:: Data in this exercise
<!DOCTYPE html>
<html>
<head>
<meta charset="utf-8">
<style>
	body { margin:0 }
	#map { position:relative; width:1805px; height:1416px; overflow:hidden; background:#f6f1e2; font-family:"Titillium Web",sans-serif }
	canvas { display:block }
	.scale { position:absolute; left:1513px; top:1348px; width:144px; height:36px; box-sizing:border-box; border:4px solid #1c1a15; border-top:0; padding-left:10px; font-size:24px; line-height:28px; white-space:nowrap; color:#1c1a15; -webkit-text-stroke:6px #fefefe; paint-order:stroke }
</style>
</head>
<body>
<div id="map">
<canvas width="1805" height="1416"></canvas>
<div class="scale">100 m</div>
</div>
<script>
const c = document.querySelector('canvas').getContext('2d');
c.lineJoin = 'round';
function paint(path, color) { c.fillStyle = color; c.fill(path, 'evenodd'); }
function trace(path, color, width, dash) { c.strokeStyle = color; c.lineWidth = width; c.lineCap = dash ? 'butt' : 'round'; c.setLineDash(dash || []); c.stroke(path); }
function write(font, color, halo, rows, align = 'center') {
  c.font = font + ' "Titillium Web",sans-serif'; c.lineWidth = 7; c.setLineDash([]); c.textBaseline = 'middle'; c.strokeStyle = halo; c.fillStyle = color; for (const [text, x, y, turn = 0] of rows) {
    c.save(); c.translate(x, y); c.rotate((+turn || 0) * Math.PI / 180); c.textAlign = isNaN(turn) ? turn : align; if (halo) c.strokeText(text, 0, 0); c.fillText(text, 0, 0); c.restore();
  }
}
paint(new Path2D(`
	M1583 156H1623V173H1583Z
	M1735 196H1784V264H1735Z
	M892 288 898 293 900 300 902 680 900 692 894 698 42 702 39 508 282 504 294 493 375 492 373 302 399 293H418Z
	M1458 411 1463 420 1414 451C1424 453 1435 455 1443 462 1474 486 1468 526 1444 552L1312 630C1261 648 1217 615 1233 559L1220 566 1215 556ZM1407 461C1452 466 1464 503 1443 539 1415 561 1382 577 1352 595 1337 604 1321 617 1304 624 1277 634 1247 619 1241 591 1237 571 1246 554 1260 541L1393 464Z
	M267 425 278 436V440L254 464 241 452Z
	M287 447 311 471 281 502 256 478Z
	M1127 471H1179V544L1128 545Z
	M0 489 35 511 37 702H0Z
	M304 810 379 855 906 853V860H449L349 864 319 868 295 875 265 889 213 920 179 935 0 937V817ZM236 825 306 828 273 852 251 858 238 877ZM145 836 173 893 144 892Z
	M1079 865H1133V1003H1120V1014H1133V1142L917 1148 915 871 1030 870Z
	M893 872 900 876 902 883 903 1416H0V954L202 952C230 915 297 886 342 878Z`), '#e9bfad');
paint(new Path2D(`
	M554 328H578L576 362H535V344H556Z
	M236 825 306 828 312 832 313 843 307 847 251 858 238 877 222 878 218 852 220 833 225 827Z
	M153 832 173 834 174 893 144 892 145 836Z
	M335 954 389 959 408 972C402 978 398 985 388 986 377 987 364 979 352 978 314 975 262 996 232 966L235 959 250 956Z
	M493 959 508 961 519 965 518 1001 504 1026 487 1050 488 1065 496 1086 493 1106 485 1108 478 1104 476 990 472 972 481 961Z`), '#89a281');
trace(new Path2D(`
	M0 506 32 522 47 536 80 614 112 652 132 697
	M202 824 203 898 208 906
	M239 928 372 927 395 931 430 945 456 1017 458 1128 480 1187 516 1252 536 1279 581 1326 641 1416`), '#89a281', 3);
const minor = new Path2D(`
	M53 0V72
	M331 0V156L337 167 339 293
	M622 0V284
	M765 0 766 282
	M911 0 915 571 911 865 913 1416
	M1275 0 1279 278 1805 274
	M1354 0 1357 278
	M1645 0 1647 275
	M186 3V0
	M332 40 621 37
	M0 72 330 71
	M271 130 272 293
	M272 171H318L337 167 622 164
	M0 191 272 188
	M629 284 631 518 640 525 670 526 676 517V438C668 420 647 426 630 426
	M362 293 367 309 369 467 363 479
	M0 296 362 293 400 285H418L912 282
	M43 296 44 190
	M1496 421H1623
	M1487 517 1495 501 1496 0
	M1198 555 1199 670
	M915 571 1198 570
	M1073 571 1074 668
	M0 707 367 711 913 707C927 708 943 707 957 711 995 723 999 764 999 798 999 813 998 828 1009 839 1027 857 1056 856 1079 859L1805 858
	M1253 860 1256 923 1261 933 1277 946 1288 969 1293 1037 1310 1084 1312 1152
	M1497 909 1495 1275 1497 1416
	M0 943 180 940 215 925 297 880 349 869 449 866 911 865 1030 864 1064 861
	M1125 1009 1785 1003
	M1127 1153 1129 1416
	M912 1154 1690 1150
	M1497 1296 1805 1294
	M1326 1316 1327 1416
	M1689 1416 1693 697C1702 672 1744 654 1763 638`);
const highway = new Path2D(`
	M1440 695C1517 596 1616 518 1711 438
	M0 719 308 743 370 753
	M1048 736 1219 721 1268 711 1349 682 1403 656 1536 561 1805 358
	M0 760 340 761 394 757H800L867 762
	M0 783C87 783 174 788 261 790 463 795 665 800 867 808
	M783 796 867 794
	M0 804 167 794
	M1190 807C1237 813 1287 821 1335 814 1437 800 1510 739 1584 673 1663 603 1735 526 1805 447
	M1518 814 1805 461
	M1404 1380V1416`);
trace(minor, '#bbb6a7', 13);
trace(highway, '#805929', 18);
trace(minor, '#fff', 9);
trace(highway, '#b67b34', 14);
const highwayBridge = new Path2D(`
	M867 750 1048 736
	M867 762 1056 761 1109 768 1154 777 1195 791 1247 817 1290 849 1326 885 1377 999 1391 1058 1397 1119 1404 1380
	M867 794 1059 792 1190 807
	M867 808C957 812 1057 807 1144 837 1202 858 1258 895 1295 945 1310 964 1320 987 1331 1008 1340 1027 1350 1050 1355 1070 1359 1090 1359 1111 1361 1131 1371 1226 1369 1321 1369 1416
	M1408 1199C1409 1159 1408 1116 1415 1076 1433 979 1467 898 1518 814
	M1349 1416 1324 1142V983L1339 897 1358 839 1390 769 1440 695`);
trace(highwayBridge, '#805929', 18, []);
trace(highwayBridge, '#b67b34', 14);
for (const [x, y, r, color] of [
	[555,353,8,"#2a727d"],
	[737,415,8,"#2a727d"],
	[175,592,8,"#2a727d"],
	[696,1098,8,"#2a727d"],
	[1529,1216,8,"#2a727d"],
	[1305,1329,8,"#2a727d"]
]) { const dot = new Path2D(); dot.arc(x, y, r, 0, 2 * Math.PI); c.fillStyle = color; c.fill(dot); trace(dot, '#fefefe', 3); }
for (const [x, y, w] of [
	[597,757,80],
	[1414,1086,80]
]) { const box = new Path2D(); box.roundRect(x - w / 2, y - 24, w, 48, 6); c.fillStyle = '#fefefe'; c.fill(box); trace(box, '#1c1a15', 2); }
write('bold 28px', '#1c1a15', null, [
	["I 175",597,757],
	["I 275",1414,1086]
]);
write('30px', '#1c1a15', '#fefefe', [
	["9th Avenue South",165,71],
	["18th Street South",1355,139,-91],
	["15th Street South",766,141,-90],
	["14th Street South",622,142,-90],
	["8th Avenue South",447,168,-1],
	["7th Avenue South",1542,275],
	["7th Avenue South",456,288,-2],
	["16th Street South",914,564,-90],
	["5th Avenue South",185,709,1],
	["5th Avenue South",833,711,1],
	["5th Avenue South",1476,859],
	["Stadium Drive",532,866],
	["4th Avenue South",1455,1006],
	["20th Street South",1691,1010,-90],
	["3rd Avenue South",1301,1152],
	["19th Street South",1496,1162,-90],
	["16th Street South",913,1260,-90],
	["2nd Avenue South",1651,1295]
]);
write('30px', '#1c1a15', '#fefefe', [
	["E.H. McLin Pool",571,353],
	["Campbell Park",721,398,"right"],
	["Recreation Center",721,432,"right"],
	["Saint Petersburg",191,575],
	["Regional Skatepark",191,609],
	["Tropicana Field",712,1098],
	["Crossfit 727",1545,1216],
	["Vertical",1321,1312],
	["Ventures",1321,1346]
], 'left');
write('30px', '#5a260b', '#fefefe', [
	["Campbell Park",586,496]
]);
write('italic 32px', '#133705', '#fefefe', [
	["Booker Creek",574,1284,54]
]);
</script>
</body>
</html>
::::
## Exercise prompt
Word for word, restate the listing above from its first line to the line with "function paint(path, color)", keeping both.

## Reply
<!DOCTYPE html>
<html>
<head>
<meta charset="utf-8">
<style>
	body { margin:0 }
	#map { position:relative; width:1805px; height:1416px; overflow:hidden; background:#f6f1e2; font-family:"Titillium Web",sans-serif }
	canvas { display:block }
	.scale { position:absolute; left:1513px; top:1348px; width:144px; height:36px; box-sizing:border-box; border:4px solid #1c1a15; border-top:0; padding-left:10px; font-size:24px; line-height:28px; white-space:nowrap; color:#1c1a15; -webkit-text-stroke:6px #fefefe; paint-order:stroke }
</style>
</head>
<body>
<div id="map">
<canvas width="1805" height="1416"></canvas>
<div class="scale">100 m</div>
</div>
<script>
const c = document.querySelector('canvas').getContext('2d');
c.lineJoin = 'round';
function paint(path, color) { c.fillStyle = color; c.fill(path, 'evenodd'); }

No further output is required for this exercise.